NIH Launches Trial of Antibody Drugs Against COVID-19
TUESDAY, Oct. 13, 2020 — A study to assess whether certain approved or experimental drugs are effective against COVID-19 and warrant testing in large clinical trials has been launched by the U.S. National Institutes of Health (NIH).
The research will largely focus on monoclonal antibody medications. These types of drugs garnered headlines last week as President Donald Trump credited one such drug cocktail, made by Regeneron, with helping him recover from his coronavirus infection.
However, the therapy is not yet approved against COVID-19 and is still considered experimental.
“The goal here is to identify as quickly as possible the experimental therapeutics that demonstrate the most clinical promise as COVID-19 treatments and move them into larger-scale testing,” said Dr. Anthony Fauci, director of the National Institute of Allergy and Infectious Diseases (NIAID).
According to the NIH, the new phase 2 study will enroll adults hospitalized with COVID-19 at as many as 40 U.S sites and is being conducted by NIAID.
The study will assess the approved monoclonal antibody risankizumab in conjunction with the antiviral drug remdesivir, compared to a placebo plus remdesivir. It will also test the experimental monoclonal antibody lenzilumab with remdesivir, compared to placebo and remdesivir.
Remdesivir has shown benefits for patients with severe COVID-19 — so severe they needed supplemental oxygen — and is now considered standard of care for hospitalized COVID-19 patients, the NIH said.
Monoclonal antibodies are laboratory versions of proteins naturally produced by the immune system in response to invading viruses or other pathogens. Some are already approved for non-COVID uses: Risankizumab received U.S. Food and Drug Administration approval in 2019 for the treatment of severe plaque psoriasis.
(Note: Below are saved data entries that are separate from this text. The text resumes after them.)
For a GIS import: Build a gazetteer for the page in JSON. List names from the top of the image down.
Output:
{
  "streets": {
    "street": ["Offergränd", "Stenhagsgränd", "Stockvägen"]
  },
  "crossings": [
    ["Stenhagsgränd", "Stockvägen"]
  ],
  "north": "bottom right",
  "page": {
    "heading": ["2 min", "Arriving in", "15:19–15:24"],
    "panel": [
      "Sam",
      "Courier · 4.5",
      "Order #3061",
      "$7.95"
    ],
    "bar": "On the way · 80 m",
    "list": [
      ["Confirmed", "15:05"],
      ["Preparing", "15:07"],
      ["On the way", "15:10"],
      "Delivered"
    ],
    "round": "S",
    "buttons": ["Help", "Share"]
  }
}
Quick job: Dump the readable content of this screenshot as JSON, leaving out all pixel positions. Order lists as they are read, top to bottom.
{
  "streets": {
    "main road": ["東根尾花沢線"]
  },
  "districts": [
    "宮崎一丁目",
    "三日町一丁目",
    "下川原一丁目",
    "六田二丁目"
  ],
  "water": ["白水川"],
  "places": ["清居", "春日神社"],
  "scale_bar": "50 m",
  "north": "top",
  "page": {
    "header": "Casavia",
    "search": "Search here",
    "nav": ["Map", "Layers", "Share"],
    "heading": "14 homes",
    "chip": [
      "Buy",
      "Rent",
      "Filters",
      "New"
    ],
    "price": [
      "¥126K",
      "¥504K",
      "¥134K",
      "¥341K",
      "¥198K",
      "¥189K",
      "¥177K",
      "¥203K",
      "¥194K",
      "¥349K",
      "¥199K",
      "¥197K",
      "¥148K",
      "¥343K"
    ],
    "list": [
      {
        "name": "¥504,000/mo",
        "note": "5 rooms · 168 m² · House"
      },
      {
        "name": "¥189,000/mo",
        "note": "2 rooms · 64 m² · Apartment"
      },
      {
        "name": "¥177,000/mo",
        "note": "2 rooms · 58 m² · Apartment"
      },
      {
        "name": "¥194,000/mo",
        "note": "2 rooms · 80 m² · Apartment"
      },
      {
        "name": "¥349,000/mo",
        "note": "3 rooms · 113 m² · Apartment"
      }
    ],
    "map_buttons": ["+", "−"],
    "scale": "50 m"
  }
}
Lenzilumab is currently being tested separately in a phase 3 COVID-19 study, and in a phase 1b/2 study as sequenced therapy along with CAR-T treatments.
About 100 volunteers will be assigned to each study arm, with each of the study sites testing no more than three treatments at once.
The new study “aims to streamline the pathway to finding urgently needed COVID-19 treatments,” NIH Director Dr. Francis Collins explained in an NIH news release. That might be accomplished “by repurposing either licensed or late-stage-development medicines and testing them in a way that identifies the most promising agents for larger clinical studies in the most expedient way possible,” he said.
According to Fauci, the new study’s design “is both an efficient way of finding those promising treatments and eliminating those that are not.”